REPUBLIKA.CO.ID, JAKARTA-- Wakil Ketua Komisi Pemberantasan Korupsi (KPK) Busyro Muqoddas mengatakan, permintaan Asosiasi Pemerintah Provinsi Seluruh Indonesia (APPSI) kepada Presiden Jokowi tidak masuk akal. Pemanggilan kepala daerah yang harus menunggu pengawasan internal pemerintah dinilai hanya akan membuat proses hukum berbelit-belit.
Menurutnya, dari sudut kepentingan penyelidikan dan penyidikan, hal itu justru akan memperlambat proses hukum yang berjalan terhadap yang bersangkutan. Permintaan itu juga berpotensi besar bagi seseorang untuk menghilangkan bukti-bukti.
"Jadi tidak ada alasan yang reasonable (masuk akal), tidak ada argumen yang logis," katanya di Jakarta, Rabu (26/11).
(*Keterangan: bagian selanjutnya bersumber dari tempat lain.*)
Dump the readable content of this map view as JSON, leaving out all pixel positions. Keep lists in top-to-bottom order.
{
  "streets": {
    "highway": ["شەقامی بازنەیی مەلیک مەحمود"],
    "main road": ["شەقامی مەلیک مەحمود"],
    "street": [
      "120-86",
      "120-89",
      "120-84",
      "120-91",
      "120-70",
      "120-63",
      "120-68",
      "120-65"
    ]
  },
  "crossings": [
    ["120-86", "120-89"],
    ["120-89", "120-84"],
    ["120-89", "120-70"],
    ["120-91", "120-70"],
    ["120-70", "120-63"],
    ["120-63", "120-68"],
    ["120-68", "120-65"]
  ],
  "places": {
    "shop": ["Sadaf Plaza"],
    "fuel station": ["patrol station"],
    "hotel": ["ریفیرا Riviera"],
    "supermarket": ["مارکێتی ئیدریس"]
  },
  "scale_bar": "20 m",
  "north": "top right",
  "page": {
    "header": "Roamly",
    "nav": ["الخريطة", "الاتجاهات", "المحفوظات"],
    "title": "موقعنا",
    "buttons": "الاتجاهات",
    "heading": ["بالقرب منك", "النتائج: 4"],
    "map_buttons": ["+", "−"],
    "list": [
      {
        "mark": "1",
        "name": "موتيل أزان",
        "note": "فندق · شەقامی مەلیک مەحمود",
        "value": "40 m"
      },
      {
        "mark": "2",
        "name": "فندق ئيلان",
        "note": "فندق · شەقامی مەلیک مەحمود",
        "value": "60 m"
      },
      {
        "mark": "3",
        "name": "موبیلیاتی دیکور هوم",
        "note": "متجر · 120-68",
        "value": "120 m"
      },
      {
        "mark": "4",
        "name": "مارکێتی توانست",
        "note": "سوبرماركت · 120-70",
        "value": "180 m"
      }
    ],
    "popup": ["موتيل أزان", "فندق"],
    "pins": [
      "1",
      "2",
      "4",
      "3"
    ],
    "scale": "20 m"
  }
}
Menurutnya, pernyataan itu terkesan tidak jernih, tidak tegas dan tidak jelas. Busyro curiga, hal itu diungkapkan sengaja untuk membuat opini yang justru mendelegitimasi proses-proses penegakan hukum itu sendiri dengan mengambil momentum pertemuan dengan presiden.
Busyro meminta Presiden Jokowi menolak usulan APPSI. Menurutnya, pemerintah bisa disebut efektif jika sistem birokrasinya tidak berbelit-belit. Pernyataan yang disampaikan APPSI dalam pertemuan dengan Presiden justru menegaskan cara berpikir yang melingkar-lingkar. Oleh karena itu, dia meminta Presiden Jokowi untuk konsisten dalam hal ini.
"Sebaiknya presiden Jokowi konsisten saja, karena itu membuat mata rantai birokrasi tidak efisien," katanya.
Sebelumnya, Presiden Jokowi sepakat dengan APPSI. Penegak hukum yang ingin memanggil kepala daerah harus menunggu proses pengawasan internal pemerintah selesai. Menurutnya, ada tahapan yang harus dilalui sebelum penegak hukum memanggil kepala daerah untuk diperiksa. Tahapan tersebut termasuk pemeriksaan oleh Badan Pengawas Keuangan, Badan Pengawasan Keuangan dan Pembangunan, dan Aparat Pengawas Internal Pemerintah.